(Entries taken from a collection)
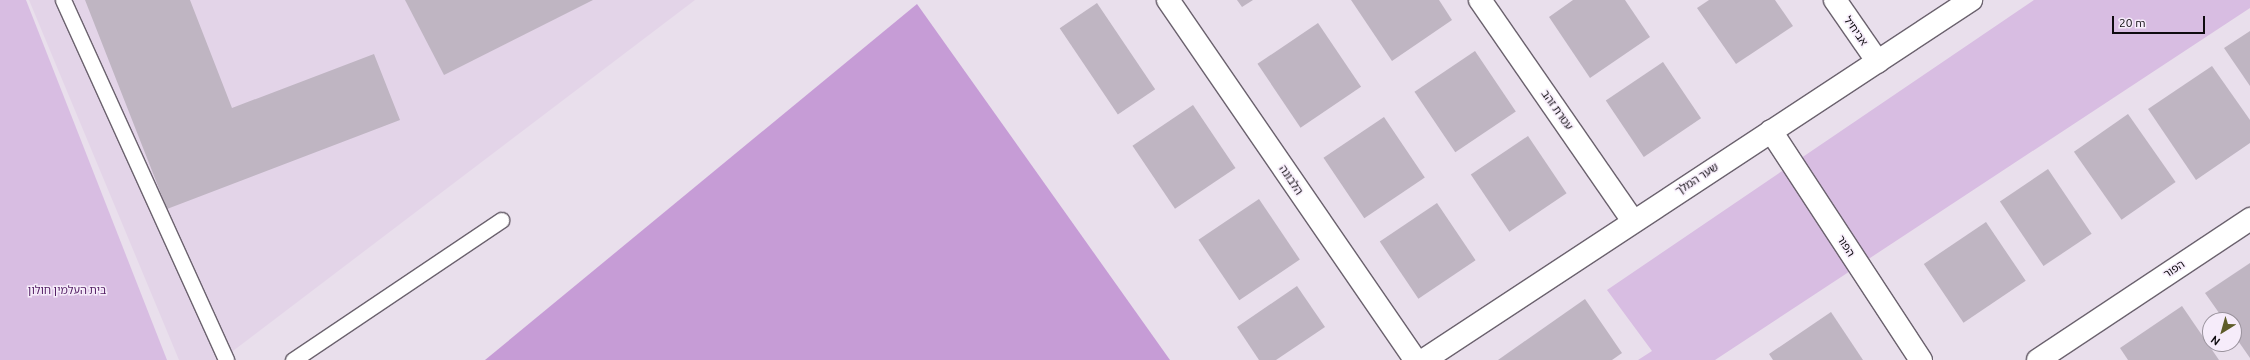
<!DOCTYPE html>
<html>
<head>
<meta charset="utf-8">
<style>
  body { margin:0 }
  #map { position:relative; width:2250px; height:360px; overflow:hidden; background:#e9dfec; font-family:Ubuntu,"Noto Sans Hebrew",sans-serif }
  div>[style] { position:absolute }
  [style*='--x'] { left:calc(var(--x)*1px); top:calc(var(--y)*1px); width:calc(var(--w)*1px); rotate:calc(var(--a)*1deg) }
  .built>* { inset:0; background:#e3d4e8 }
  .green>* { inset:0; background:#d8bde2 }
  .forest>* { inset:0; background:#c69cd6 }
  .building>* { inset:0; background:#bfb5c2; transform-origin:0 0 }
  .roads { filter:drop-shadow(1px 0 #6b626e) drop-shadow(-1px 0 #6b626e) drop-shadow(0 1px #6b626e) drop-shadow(0 -1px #6b626e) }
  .service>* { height:15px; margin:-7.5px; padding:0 7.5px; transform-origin:7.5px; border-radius:7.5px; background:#fff }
  .minor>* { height:22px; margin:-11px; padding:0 11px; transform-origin:11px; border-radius:11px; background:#fff }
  span { translate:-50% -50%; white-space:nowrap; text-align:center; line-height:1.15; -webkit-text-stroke:3px #f6ecfa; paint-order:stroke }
  .street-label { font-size:11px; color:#0e0b0f }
  .park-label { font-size:11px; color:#552166 }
  .north { position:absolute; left:2202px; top:312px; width:40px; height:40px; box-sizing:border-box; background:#f6ecfa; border:1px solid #99929c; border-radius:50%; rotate:217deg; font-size:11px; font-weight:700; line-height:16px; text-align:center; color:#0e0b0f }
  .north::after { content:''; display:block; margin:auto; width:14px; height:18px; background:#5e5c29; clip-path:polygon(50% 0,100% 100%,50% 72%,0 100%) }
  .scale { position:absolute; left:2112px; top:16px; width:93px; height:18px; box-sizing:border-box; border:2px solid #0e0b0f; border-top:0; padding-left:5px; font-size:12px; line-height:14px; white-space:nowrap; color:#0e0b0f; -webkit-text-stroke:3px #f6ecfa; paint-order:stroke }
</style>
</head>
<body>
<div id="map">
  <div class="built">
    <div style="clip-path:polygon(29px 0,695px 0,221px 360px,179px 360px)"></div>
  </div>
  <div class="green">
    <div style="clip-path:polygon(0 0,26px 0,167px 360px,0 360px)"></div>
    <div style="clip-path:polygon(2034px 0,2250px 0,2250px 8px,1715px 360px,1638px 360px,1652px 351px,1607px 290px)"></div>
  </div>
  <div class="forest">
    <div style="clip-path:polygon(917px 4px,1170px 360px,485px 360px)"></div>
  </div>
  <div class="building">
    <div style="clip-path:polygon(85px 0,190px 0,232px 108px,374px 54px,400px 120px,167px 209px)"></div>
    <div style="clip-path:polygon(405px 0,593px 0,444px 75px)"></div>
    <div style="clip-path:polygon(1237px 0,1253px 0,1242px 7px)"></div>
    <div style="clip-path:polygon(1351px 0,1439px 0,1452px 20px,1392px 61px)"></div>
    <div style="clip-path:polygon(1573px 0,1625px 0,1650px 37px,1590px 78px,1549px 17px)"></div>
    <div style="clip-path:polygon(1709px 0,1775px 0,1793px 26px,1736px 64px,1697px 8px)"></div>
    <div style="left:1097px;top:3px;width:104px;height:45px;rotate:56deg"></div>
    <div style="left:1318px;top:23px;width:77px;height:73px;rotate:56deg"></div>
    <div style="clip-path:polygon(2250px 31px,2250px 86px,2224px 48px)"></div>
    <div style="left:1475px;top:51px;width:73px;height:73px;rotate:56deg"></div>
    <div style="left:1663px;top:62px;width:68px;height:69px;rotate:56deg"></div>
    <div style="clip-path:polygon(2212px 66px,2250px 120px,2250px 143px,2196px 180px,2148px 109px)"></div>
    <div style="left:1193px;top:105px;width:76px;height:73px;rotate:56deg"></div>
    <div style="left:2128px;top:114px;width:83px;height:66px;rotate:55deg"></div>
    <div style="left:1384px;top:117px;width:73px;height:73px;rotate:56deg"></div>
    <div style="left:1528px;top:136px;width:69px;height:69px;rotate:56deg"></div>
    <div style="left:2048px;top:169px;width:78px;height:58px;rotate:56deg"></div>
    <div style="left:1259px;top:199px;width:73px;height:73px;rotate:56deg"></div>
    <div style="left:1437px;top:203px;width:69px;height:69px;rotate:56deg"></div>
    <div style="left:1986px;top:222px;width:71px;height:75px;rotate:56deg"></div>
    <div style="clip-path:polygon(2250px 263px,2250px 358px,2234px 335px,2234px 320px,2224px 320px,2205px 293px)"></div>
    <div style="clip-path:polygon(1297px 286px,1325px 327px,1276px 360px,1259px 360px,1237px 327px)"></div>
    <div style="clip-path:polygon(1585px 299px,1622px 353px,1612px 360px,1498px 360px)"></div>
    <div style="clip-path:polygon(2182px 306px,2219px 360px,2128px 360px,2120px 348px)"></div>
    <div style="clip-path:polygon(1831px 312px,1863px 360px,1773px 360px,1769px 354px)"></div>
  </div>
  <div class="roads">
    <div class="service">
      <div style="--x:63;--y:0;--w:395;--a:65.6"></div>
      <div style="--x:293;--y:360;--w:251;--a:-33.9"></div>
    </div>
    <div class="minor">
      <div style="--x:1168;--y:0;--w:437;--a:55.5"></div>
      <div style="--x:1480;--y:0;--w:269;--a:55.3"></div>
      <div style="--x:1835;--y:0;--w:75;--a:55.3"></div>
      <div style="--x:1771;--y:131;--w:274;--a:56.8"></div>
      <div style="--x:1424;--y:360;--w:655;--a:-33.35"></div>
      <div style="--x:2038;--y:360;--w:255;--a:-33.6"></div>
    </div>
  </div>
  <div class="street-label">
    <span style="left:1856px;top:31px;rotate:55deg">אביחיל</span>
    <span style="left:1557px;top:110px;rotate:55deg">עטרת זהב</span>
    <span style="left:1697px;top:179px;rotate:-33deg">שער המלך</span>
    <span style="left:1291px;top:180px;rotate:56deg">הלבונה</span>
    <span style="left:1846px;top:246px;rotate:57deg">הפור</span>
    <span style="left:2174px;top:269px;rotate:-34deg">הפור</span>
  </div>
  <div class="park-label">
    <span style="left:67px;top:290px">בית העלמין חולון</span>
  </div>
  <div class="north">N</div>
  <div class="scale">20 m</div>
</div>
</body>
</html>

• WHAT THE EXERCISE ASKS: Go back to the entries above and restate word for word every line from the first through the one that contains "position:absolute; left:2202px; top:312px;", leaving the pictures behind.

• RESULT:
<!DOCTYPE html>
<html>
<head>
<meta charset="utf-8">
<style>
  body { margin:0 }
  #map { position:relative; width:2250px; height:360px; overflow:hidden; background:#e9dfec; font-family:Ubuntu,"Noto Sans Hebrew",sans-serif }
  div>[style] { position:absolute }
  [style*='--x'] { left:calc(var(--x)*1px); top:calc(var(--y)*1px); width:calc(var(--w)*1px); rotate:calc(var(--a)*1deg) }
  .built>* { inset:0; background:#e3d4e8 }
  .green>* { inset:0; background:#d8bde2 }
  .forest>* { inset:0; background:#c69cd6 }
  .building>* { inset:0; background:#bfb5c2; transform-origin:0 0 }
  .roads { filter:drop-shadow(1px 0 #6b626e) drop-shadow(-1px 0 #6b626e) drop-shadow(0 1px #6b626e) drop-shadow(0 -1px #6b626e) }
  .service>* { height:15px; margin:-7.5px; padding:0 7.5px; transform-origin:7.5px; border-radius:7.5px; background:#fff }
  .minor>* { height:22px; margin:-11px; padding:0 11px; transform-origin:11px; border-radius:11px; background:#fff }
  span { translate:-50% -50%; white-space:nowrap; text-align:center; line-height:1.15; -webkit-text-stroke:3px #f6ecfa; paint-order:stroke }
  .street-label { font-size:11px; color:#0e0b0f }
  .park-label { font-size:11px; color:#552166 }
  .north { position:absolute; left:2202px; top:312px; width:40px; height:40px; box-sizing:border-box; background:#f6ecfa; border:1px solid #99929c; border-radius:50%; rotate:217deg; font-size:11px; font-weight:700; line-height:16px; text-align:center; color:#0e0b0f }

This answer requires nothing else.